EXERCISE REQUIREMENTS
Read through the listing below and copy each line in which the word "dasharray" occurs.

DATA FOR PROCESSING
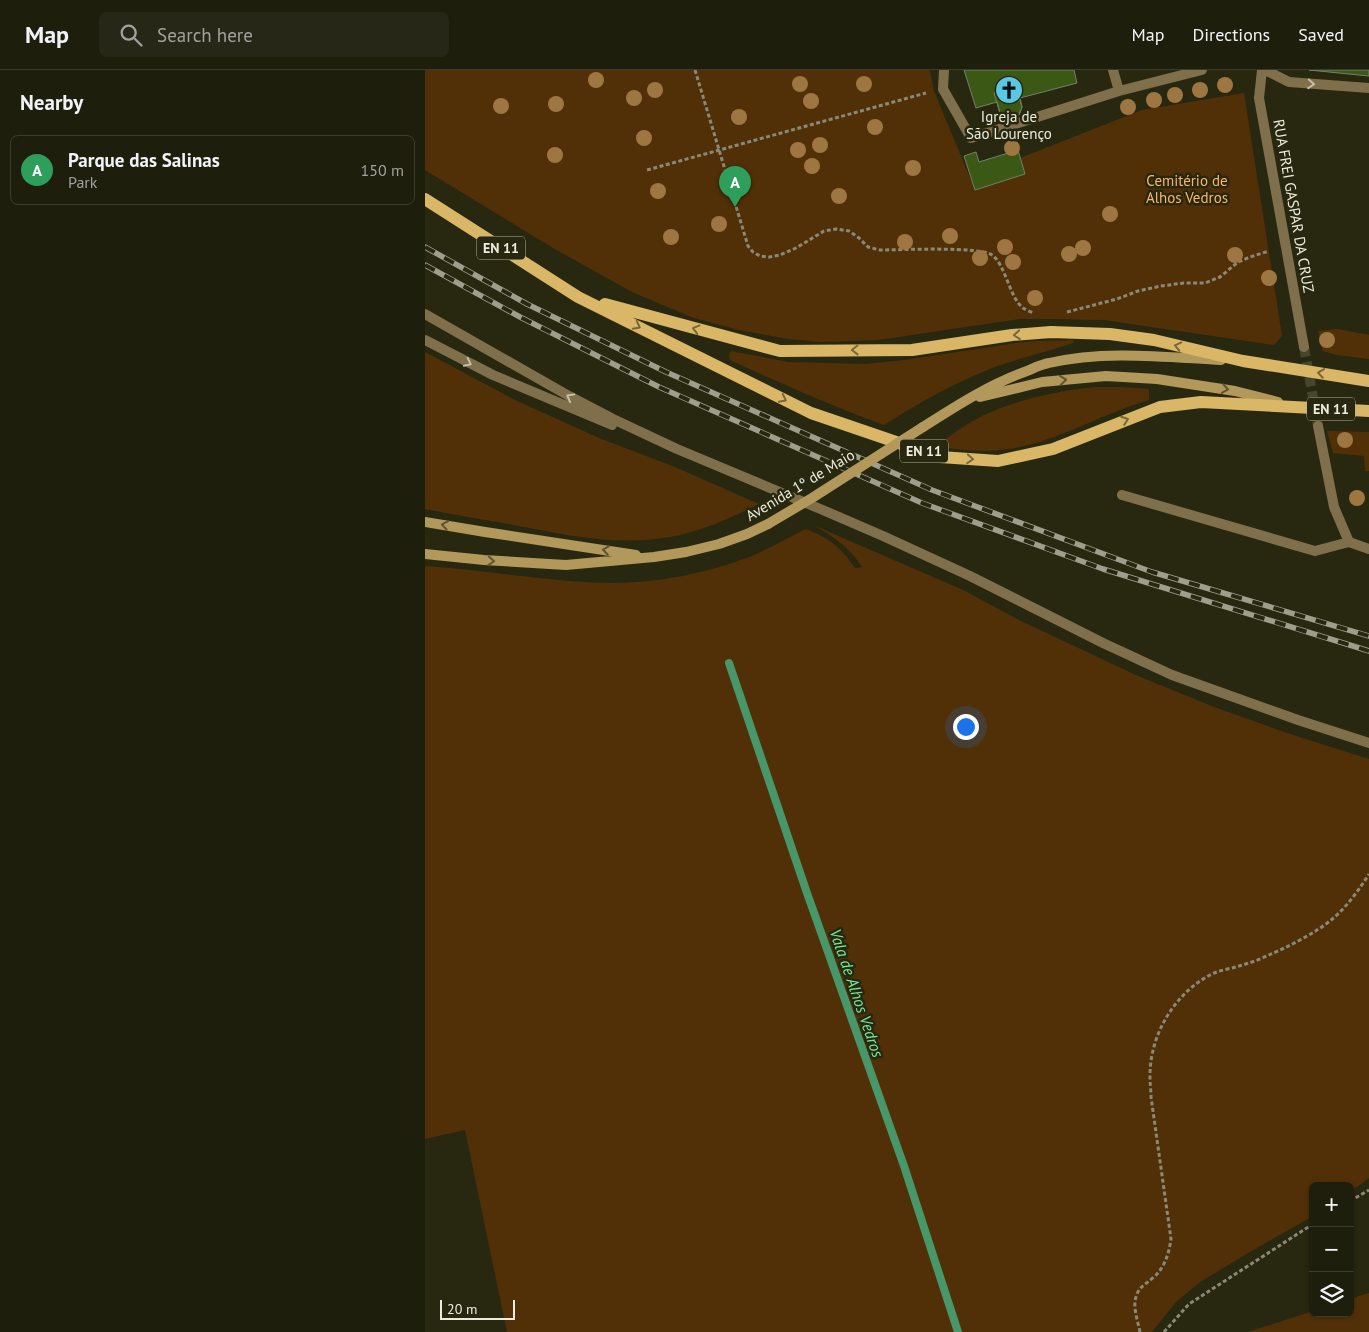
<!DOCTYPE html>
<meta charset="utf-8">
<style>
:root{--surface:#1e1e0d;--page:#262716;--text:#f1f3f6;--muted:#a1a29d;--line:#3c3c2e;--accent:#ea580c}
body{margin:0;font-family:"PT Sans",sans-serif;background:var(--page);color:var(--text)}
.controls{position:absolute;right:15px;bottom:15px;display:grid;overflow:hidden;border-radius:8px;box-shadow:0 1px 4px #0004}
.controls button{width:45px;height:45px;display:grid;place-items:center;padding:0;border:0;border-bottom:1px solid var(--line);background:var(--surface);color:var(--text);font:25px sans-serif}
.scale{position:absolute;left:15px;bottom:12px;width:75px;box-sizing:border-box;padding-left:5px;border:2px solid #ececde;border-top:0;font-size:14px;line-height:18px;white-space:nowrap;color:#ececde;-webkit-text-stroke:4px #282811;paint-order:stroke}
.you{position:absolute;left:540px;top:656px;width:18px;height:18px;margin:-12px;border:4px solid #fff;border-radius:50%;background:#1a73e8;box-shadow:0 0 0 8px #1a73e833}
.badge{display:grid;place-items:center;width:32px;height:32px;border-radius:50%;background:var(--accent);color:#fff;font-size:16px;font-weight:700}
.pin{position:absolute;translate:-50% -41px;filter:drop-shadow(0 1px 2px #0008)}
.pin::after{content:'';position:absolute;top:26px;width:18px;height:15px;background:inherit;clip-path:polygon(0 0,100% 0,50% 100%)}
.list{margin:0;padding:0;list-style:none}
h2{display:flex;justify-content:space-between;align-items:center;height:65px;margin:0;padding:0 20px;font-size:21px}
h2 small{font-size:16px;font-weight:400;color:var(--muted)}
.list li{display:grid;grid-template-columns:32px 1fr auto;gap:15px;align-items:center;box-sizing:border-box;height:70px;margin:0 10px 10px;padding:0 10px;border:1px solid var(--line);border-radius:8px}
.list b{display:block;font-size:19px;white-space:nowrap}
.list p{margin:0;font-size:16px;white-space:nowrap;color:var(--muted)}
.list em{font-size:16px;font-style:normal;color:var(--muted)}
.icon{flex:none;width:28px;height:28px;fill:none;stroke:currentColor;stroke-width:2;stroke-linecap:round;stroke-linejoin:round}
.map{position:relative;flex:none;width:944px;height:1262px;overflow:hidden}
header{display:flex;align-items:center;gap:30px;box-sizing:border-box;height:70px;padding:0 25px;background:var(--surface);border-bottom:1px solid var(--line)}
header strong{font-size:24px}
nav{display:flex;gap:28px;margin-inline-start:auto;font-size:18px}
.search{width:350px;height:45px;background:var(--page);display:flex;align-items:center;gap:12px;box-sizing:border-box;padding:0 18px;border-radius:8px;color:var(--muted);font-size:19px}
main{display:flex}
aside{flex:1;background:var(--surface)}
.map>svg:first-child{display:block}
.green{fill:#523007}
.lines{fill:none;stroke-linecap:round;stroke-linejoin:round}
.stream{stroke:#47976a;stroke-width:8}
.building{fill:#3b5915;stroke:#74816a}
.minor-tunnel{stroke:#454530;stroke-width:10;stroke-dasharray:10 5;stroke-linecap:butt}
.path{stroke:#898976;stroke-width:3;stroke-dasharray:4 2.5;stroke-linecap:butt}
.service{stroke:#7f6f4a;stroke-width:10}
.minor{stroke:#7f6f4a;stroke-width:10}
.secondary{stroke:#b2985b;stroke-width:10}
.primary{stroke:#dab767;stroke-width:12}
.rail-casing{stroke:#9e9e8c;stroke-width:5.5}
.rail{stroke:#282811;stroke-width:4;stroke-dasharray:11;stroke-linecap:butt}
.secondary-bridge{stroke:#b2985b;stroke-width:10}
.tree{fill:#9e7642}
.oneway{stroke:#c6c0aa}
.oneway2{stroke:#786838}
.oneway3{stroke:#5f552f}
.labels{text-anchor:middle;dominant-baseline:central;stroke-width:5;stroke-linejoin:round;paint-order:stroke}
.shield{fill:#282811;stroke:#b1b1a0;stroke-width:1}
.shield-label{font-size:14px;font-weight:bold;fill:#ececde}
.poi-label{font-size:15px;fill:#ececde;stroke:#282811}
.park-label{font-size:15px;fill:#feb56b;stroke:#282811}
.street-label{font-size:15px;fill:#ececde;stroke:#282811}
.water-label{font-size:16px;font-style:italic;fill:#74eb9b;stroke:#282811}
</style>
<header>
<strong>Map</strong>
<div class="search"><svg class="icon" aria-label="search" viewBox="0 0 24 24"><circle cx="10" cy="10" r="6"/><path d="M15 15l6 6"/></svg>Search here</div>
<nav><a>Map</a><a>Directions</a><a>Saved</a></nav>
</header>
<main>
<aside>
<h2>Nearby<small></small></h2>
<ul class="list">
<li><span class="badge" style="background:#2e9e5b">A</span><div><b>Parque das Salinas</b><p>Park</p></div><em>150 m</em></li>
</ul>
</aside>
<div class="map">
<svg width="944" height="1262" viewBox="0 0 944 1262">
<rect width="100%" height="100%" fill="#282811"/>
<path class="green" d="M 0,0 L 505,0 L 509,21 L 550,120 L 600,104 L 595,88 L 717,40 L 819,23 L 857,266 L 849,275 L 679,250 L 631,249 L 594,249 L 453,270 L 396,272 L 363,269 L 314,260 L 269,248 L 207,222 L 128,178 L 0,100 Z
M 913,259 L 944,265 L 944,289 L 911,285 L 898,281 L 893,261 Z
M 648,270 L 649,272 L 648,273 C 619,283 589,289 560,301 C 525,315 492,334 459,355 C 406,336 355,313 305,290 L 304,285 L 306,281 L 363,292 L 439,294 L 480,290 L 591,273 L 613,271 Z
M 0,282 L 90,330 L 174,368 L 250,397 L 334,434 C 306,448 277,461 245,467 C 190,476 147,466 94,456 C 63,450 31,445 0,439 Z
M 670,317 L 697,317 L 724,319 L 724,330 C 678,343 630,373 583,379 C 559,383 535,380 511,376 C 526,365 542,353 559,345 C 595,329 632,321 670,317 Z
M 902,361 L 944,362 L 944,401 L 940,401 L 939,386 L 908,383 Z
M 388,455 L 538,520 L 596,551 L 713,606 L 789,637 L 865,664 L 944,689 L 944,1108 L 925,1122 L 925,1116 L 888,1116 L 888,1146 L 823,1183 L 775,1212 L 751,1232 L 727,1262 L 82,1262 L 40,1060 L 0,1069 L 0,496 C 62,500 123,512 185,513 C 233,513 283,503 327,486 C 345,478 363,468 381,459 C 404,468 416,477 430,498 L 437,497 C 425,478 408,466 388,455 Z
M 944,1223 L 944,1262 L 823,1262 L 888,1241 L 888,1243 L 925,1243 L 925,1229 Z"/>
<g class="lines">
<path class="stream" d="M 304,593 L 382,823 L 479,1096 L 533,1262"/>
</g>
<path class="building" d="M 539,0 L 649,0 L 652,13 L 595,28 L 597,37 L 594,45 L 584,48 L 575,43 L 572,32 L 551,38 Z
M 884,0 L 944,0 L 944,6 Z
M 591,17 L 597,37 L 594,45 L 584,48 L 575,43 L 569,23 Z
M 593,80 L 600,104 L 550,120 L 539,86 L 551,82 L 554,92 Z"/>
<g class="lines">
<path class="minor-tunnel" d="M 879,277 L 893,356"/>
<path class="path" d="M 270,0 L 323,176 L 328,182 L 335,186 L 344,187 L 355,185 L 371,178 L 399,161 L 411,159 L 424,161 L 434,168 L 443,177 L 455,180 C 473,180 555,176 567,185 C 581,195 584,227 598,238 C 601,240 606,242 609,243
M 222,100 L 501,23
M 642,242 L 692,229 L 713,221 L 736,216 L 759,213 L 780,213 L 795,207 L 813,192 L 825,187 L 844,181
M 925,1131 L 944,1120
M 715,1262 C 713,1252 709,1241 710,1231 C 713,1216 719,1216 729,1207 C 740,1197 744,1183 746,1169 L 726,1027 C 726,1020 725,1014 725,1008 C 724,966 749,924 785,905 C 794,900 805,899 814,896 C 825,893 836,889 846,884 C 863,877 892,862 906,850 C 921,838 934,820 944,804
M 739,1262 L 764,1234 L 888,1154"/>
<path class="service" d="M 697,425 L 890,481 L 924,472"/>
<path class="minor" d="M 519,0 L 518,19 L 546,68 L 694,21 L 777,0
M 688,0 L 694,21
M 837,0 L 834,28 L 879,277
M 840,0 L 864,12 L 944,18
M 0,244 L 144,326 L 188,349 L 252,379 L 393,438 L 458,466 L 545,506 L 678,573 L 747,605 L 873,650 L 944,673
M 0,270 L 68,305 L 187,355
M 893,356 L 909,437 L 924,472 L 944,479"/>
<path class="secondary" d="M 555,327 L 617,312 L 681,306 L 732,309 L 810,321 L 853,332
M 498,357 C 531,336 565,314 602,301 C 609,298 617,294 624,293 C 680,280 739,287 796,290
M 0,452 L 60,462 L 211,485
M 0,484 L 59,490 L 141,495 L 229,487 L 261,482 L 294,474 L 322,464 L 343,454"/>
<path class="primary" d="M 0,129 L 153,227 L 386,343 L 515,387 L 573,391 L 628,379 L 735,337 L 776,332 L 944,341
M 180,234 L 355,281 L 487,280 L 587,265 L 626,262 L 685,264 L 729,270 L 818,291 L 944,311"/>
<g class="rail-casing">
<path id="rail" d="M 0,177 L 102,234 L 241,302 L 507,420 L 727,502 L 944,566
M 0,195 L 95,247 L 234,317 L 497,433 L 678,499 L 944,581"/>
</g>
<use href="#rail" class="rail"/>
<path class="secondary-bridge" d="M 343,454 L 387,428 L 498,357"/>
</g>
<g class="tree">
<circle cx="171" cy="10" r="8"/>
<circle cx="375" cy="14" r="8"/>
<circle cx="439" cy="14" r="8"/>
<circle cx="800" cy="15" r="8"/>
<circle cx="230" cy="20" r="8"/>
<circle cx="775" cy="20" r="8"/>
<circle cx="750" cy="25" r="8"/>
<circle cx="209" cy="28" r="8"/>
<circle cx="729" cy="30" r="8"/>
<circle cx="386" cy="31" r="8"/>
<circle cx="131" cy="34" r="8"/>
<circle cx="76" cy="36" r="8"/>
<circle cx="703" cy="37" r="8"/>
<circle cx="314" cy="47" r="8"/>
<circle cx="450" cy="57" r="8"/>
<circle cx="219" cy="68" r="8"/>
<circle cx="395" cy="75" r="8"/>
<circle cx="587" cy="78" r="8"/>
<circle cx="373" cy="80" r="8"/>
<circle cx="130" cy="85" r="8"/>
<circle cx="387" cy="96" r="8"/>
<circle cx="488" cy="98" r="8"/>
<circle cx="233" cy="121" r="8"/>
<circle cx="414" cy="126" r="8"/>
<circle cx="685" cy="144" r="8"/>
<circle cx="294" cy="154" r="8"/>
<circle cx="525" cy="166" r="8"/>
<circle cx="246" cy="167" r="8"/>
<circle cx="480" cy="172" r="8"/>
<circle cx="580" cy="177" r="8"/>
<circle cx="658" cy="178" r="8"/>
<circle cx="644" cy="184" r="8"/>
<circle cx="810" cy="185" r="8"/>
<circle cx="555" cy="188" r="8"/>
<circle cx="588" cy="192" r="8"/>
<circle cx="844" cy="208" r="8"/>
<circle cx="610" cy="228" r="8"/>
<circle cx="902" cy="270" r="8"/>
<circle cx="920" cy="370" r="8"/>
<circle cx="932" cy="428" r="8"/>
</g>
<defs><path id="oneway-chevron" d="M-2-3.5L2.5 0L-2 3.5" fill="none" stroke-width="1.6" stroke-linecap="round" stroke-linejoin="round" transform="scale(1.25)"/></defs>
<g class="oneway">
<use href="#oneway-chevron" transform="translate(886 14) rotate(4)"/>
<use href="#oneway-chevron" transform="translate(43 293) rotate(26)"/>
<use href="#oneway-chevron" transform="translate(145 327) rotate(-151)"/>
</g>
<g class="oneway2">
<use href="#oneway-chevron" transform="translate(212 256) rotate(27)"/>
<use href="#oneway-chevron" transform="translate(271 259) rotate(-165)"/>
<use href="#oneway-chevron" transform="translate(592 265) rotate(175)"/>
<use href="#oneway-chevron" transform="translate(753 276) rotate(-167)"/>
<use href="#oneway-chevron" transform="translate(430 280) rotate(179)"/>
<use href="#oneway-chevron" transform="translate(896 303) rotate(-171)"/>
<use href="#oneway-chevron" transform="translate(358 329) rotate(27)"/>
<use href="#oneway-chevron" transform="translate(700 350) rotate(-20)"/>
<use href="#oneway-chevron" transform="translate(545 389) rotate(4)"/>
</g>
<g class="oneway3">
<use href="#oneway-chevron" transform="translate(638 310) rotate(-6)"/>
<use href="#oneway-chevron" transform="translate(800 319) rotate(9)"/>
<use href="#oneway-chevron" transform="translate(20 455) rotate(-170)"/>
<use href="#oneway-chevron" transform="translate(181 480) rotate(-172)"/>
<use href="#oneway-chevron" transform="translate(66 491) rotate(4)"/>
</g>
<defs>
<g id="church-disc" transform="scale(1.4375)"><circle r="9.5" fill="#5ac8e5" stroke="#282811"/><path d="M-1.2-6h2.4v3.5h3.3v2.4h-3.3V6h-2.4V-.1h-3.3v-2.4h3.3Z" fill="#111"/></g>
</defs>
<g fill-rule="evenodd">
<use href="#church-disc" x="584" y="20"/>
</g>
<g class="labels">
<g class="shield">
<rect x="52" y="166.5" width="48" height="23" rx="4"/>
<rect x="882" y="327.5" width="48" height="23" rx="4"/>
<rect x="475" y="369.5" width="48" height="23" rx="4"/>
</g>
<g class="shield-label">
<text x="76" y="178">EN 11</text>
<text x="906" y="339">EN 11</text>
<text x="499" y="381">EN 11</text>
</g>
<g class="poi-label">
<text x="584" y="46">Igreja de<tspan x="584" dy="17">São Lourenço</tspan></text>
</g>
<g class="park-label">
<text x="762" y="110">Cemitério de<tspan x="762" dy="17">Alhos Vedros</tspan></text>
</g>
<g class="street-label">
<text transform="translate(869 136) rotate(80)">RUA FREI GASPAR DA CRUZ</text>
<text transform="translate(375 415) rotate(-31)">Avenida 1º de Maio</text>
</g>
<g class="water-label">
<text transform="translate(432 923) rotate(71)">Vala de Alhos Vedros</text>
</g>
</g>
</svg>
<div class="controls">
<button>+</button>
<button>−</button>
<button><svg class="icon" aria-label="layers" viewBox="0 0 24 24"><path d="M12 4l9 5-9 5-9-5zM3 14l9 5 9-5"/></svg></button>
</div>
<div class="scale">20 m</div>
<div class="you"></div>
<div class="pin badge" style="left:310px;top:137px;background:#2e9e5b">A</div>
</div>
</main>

YOUR SOLUTION
.minor-tunnel{stroke:#454530;stroke-width:10;stroke-dasharray:10 5;stroke-linecap:butt}
.path{stroke:#898976;stroke-width:3;stroke-dasharray:4 2.5;stroke-linecap:butt}
.rail{stroke:#282811;stroke-width:4;stroke-dasharray:11;stroke-linecap:butt}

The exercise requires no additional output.